Putting the Pieces Together

Vendors and businesses tackle the “Grand Challenge” of data integration.

Be careful what you wish for. If nothing else, overcoming the millennium bug proved one thing, says Lou Agosta, director of research for Giga Information Group (Cambridge, Mass.): legacy systems are definitely here to stay.

Now that IT departments everywhere have finished congratulating themselves for averting a Y2K crisis, some may soon start wishing—secretly—that they hadn't been quite so successful. After all, as any management team that's gone through a massive data integration project can attest, preserving a legacy system may not always seem like the time and money saving solution it is.

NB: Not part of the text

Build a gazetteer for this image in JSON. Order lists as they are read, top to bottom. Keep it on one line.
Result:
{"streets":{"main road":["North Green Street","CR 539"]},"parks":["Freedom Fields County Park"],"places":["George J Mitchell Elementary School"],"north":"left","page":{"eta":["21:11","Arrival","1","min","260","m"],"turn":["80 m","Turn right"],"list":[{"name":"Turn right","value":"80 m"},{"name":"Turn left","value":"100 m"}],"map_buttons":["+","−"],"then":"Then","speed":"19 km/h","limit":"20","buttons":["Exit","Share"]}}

Ideally, true data integration would allow a homegrown application to draw from data located on different servers to be accessed seamlessly and transparently from a client machine in order to gain a complete view of a subject being queried.

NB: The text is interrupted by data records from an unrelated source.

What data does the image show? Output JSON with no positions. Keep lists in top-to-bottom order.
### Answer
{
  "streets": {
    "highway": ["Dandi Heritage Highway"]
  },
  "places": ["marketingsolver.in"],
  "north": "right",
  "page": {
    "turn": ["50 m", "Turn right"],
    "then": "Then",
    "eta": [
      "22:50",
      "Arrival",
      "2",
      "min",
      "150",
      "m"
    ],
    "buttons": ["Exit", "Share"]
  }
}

"Now that we're on the far side of this Y2K problem, the legacy systems are going to be with us," Agosta says. "It doesn't make any business sense to overturn a legacy system, so you have to make sure they remain efficient."

Some IT managers are now facing this reality with a degree of dread—not because of any hostility toward their old platforms, but because of the difficulties that can arise when a company wants to retain its old system while modernizing its technology, all at the same time. Preserving a company's investment in its computing infrastructure doesn't do any good unless the years of accumulated data stored on those systems is made relevant, accessible and usable. And that, says Agosta, is “a grand challenge.”

"Due to the diversity of databases, due to the diversity of hardware platforms, due to the diversity of software vendors, this is a very, very difficult proposition," says Agosta, the author of “The Essential Guide to Data Warehousing” (Prentice Hall, 1999). "It's a challenge on the order of difficulty of getting a robot to see or getting a computer to play chess. I mean, Chessmaster is a pretty darn good program, but it won't beat Kasparov."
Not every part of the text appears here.